Le chinois Jia Zhang-Ke avait réalisé en 2004 The World qui fut présenté et récompensé à Venise. Cette notion de monde et d’universalité imprègne d’évidence le dernier film du réalisateur talentueux de 24 City. Les quatre histoires qu’il met en scène ici, si elles témoignent de l’état de déliquescence dans lequel se débat et se délite la société chinoise, pourraient être déployées à travers la planète entière. Aussi bien dans les pays émergents qui rattrapent à grande vitesse les nations occidentales que ces dernières qui, confrontées à des crises sans précédent, jettent par-dessus bord leurs fondements démocratiques et sociaux. Cinéaste contemplatif jusqu’alors, mais nullement mièvre ou angélique, Jia Zhang-Ke a bien saisi que pour continuer à dresser le portrait le plus juste de son pays, jusqu’à provoquer l’ire de ses dirigeants et compromettre du coup la sortie du film autrement que dans la clandestinité, il devait aborder de front la violence qui irrigue de plus en plus les rapports humains. Ce débordement soudain et inattendu de violence, qu’elle soit tournée vers les autres ou, en signe de désespoir ultime, dirigée vers soi-même, constitue donc le trait commun de ces quatre destins inspirés de faits divers authentiques.

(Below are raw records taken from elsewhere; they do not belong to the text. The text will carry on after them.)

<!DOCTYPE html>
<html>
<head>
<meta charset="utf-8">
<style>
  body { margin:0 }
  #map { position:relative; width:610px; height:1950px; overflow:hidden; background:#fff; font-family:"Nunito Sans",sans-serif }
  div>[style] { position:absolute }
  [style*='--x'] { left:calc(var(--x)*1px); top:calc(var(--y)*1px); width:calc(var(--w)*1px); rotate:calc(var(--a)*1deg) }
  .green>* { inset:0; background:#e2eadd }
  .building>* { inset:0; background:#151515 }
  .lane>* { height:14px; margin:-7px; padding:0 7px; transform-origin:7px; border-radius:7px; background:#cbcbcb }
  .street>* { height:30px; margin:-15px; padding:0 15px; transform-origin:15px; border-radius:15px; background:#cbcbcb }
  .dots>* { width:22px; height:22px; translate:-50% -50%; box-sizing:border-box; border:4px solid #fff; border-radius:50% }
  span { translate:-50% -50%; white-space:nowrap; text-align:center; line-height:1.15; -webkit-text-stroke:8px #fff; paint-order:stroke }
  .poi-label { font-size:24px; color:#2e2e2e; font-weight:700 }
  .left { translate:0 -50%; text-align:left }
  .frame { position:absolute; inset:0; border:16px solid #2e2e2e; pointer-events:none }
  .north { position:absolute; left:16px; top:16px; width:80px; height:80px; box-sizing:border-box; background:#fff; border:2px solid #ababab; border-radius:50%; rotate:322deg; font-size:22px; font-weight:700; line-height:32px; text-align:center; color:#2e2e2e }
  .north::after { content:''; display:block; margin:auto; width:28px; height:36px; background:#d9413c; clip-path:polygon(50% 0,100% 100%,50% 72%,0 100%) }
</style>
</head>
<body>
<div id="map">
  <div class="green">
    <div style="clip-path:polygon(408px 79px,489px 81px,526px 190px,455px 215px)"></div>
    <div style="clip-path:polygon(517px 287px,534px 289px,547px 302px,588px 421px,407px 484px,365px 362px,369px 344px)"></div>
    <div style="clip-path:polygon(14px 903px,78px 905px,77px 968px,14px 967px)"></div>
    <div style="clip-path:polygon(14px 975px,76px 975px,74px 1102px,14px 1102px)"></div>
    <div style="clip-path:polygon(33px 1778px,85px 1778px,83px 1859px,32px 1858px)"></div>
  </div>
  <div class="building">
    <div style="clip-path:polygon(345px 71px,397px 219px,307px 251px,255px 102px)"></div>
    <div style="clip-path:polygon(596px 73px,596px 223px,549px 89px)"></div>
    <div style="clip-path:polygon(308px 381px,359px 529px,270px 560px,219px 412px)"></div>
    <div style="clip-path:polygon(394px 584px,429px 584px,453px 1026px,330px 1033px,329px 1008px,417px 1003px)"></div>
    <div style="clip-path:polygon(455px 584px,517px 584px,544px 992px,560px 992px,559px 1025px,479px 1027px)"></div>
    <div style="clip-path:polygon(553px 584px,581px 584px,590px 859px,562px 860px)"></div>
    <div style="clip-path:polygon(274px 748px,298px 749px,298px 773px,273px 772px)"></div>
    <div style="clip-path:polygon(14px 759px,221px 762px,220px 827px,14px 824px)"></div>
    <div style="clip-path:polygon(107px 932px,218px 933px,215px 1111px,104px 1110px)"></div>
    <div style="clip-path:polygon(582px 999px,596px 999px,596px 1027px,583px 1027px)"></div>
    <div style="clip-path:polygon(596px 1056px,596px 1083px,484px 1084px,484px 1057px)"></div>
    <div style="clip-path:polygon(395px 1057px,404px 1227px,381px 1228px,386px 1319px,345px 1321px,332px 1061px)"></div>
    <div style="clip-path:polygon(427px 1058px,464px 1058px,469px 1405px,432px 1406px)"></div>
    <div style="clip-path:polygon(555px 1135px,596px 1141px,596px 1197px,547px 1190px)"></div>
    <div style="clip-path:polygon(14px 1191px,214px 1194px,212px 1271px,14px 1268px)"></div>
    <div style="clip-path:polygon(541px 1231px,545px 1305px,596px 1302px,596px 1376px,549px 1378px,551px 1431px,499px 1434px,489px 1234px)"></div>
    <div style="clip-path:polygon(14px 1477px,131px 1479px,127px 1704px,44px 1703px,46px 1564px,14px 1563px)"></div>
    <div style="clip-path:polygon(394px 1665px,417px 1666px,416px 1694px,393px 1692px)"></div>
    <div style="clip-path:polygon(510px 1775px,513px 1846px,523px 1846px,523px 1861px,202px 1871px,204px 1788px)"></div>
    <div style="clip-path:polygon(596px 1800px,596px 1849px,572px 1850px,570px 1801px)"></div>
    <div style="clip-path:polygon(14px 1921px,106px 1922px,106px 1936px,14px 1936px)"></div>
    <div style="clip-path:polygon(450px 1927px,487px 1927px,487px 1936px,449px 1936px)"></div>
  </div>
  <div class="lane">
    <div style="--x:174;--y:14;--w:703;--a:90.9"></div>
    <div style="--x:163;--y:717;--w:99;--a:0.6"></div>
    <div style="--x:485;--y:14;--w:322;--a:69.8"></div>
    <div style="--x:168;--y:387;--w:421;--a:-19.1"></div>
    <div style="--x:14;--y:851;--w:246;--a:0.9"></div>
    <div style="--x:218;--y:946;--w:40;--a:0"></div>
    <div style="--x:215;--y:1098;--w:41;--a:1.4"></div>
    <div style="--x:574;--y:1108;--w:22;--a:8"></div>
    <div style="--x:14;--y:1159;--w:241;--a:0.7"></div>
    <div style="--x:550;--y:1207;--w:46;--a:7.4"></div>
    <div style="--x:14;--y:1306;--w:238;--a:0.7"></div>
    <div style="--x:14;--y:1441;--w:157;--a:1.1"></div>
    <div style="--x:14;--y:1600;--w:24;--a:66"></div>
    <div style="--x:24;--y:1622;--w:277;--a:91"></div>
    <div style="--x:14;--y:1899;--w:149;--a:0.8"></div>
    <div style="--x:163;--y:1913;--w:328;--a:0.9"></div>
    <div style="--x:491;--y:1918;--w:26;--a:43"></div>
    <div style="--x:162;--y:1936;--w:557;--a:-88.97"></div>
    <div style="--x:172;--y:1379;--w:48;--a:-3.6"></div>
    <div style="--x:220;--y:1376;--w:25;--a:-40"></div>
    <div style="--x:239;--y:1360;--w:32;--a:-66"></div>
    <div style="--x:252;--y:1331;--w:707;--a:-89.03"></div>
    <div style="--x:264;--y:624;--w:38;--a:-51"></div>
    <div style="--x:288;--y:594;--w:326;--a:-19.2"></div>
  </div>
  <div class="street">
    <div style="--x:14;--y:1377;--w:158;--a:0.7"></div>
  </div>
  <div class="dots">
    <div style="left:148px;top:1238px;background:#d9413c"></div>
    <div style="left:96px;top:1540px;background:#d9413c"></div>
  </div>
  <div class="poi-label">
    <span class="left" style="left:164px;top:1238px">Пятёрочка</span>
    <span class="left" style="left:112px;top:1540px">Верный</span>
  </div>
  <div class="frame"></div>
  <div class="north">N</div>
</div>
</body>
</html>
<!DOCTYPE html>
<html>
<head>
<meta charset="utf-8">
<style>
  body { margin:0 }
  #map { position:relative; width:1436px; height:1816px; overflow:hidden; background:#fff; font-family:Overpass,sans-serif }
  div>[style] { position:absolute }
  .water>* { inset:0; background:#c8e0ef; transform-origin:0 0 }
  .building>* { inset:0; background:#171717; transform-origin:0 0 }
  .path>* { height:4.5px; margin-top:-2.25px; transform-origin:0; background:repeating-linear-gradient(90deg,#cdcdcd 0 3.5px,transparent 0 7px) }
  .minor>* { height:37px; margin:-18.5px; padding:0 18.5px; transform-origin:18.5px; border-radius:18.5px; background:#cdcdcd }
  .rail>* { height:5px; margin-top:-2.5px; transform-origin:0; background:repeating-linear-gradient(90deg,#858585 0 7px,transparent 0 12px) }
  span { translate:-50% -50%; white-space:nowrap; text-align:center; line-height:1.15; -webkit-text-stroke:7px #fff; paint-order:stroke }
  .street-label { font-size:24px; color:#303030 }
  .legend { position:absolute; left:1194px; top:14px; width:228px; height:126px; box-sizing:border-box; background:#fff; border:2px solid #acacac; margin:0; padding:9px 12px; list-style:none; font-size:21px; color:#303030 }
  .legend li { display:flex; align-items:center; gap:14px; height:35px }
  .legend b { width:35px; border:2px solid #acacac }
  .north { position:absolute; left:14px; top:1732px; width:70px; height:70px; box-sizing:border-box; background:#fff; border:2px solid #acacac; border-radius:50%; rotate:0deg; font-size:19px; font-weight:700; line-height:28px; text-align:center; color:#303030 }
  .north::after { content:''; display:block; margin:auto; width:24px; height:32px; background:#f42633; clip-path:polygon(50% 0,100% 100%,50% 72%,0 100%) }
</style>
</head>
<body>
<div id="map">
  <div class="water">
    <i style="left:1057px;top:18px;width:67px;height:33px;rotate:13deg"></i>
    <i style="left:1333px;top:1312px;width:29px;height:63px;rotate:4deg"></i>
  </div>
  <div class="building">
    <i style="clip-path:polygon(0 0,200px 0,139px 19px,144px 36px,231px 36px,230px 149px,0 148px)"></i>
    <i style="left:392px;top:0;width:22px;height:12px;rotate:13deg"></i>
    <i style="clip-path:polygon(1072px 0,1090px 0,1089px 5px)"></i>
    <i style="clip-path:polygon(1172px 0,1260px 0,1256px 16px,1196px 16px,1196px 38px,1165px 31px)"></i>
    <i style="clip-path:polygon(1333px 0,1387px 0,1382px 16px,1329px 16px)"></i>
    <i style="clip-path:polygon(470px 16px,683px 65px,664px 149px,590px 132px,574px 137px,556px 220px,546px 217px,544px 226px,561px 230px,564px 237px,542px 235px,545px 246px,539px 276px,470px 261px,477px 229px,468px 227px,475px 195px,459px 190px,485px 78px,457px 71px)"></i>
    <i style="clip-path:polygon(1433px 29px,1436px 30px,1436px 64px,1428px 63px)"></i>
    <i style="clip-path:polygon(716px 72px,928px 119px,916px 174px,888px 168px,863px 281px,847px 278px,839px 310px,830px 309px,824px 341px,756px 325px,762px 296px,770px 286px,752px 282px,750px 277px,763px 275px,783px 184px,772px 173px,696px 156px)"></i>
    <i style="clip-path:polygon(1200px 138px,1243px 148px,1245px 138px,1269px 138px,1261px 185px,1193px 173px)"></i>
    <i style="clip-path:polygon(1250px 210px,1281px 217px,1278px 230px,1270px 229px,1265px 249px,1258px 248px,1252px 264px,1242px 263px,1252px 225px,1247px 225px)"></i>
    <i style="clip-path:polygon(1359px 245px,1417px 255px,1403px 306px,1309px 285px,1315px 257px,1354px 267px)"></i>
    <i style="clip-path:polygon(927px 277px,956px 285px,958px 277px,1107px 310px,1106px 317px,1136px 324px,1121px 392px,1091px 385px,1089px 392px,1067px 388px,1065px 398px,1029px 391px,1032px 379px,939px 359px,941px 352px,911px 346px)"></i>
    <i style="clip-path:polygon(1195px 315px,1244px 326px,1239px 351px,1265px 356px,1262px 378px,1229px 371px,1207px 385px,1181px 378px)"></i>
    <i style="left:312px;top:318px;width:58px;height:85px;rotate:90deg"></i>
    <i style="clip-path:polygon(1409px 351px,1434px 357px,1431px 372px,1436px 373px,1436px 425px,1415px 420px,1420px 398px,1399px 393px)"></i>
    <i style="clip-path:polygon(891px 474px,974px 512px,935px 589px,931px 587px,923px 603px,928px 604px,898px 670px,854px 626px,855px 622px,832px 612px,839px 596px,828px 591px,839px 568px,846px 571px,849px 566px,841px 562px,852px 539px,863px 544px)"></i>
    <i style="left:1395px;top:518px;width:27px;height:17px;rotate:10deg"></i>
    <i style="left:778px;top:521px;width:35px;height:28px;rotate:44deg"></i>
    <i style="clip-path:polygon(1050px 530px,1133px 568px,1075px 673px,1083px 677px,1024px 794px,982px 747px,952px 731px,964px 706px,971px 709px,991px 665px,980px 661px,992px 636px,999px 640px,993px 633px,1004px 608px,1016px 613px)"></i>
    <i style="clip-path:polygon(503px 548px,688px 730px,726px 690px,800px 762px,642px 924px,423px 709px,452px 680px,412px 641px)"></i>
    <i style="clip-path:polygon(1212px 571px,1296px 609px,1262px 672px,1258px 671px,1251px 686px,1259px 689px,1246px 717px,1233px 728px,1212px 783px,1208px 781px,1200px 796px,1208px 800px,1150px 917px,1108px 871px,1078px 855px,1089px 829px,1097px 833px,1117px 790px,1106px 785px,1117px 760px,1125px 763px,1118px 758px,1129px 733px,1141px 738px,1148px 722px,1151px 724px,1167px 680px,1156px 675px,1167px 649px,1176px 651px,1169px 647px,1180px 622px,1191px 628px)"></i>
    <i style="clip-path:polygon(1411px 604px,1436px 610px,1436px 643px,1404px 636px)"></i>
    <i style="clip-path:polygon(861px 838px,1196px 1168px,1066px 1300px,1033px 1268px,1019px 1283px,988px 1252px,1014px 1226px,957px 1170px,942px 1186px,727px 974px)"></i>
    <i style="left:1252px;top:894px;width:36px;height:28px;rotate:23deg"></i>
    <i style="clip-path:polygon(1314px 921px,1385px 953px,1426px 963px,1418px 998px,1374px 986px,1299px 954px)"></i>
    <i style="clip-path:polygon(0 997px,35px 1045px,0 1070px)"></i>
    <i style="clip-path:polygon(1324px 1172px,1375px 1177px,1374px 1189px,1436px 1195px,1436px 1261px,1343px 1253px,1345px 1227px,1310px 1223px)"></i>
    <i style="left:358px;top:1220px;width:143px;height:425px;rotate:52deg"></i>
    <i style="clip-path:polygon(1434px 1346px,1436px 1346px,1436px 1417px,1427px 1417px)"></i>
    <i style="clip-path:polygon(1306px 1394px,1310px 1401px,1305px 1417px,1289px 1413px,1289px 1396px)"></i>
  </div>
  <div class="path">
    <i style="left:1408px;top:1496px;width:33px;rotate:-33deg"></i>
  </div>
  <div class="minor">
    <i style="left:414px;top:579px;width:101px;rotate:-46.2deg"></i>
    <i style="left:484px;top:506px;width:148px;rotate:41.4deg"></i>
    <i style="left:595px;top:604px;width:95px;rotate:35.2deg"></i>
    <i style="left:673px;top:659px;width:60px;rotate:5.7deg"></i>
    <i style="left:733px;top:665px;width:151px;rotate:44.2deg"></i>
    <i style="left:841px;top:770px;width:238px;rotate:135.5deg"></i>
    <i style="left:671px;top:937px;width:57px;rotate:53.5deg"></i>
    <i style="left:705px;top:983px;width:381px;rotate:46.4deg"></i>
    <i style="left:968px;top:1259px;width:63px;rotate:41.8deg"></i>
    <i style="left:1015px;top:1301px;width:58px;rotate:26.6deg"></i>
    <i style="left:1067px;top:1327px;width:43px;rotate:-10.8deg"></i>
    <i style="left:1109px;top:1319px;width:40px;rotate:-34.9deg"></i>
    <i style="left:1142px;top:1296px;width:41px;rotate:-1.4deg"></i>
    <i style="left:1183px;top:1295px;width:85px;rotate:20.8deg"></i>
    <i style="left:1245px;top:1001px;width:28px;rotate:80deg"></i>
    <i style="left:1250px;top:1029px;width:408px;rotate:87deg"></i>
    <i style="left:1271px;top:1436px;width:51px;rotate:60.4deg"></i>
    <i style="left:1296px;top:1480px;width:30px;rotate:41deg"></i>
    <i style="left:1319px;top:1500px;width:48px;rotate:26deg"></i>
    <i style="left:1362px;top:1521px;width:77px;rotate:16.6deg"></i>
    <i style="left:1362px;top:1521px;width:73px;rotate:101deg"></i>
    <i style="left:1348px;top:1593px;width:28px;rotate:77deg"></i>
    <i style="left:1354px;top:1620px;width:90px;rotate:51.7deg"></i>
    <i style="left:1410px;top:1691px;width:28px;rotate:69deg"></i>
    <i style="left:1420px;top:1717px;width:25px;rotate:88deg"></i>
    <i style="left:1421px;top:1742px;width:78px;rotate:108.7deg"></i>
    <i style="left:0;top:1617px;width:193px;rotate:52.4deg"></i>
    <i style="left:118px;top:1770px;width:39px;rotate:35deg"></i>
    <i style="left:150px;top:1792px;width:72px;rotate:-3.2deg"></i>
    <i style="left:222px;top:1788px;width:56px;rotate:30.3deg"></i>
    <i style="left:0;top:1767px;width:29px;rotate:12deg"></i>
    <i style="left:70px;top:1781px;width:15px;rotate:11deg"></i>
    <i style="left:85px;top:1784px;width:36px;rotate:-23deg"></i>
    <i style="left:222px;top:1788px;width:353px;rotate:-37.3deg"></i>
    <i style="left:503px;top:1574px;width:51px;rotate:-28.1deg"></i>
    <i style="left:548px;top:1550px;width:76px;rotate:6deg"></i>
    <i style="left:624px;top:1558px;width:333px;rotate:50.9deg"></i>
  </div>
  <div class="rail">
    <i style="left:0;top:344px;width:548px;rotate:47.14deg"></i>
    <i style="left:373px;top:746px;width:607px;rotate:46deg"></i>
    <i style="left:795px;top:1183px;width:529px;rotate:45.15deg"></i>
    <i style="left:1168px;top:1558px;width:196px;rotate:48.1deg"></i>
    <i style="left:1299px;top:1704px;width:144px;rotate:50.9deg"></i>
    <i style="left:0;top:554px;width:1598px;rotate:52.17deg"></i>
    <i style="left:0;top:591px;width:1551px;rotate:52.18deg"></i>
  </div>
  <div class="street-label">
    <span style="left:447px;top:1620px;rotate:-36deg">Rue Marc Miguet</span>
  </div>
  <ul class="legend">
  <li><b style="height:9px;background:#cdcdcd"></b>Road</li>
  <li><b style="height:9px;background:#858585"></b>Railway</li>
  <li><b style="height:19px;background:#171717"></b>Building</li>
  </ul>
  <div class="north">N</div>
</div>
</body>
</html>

Ouvrier bafoué en quête de justice, travailleur migrant dont l’arme devient l’instrument de pouvoir, hôtesse d’accueil dans un sauna harcelée par un client entreprenant, jeune employé acceptant des postes de plus en plus dégradants et humiliants : voici les quatre figures d’un monde dont la seule échappatoire passe par la violence (le crime ou le suicide) alors que même l’amour n’apparait plus comme une solution et que l’argent régit et pourrit absolument toutes les relations. Dans A Touch of Sin, que son auteur dépeint comme un film d’arts martiaux, on va se déplacer de la campagne aux villes gigantesques et polluées, du monde paysan à l’univers citadin. Le déplacement permanent transforme en profondeur la société chinoise car, en obligeant ses habitants à se déplacer au gré des besoins en main d’œuvre, elle provoque du coup leur déracinement et les plonge dans une solitude profonde et mortifère. Lorsque trois frères se retrouvent, c’est pour se livrer à de basses opérations arithmétiques de partage. Lorsqu’un fils appelle sa mère, il s’entend reprocher de ne pas avoir envoyé d’argent. Le yuan est ainsi devenu le dieu unique et révéré et ses adorateurs sombrent dans la folie et l’irrémédiable.
Empruntant aux codes du western, du film de sabre et entremêlant une fois encore les codes du documentaire et de la fiction, Jia Zhang-Ke signe un film coup de poing, une œuvre dense et politique et livre un constat implacable qui anéantit et dévaste complètement. Il réussit à renouveler brillamment son cinéma tout en conservant sa ligne directrice, soit continuer à donner des nouvelles alarmantes de son pays. Et, du coup, l’amène à des hauteurs vertigineuses qui justifient le qualificatif tellement galvaudé de chef d’œuvre. 2013 s’achève ainsi en apothéose.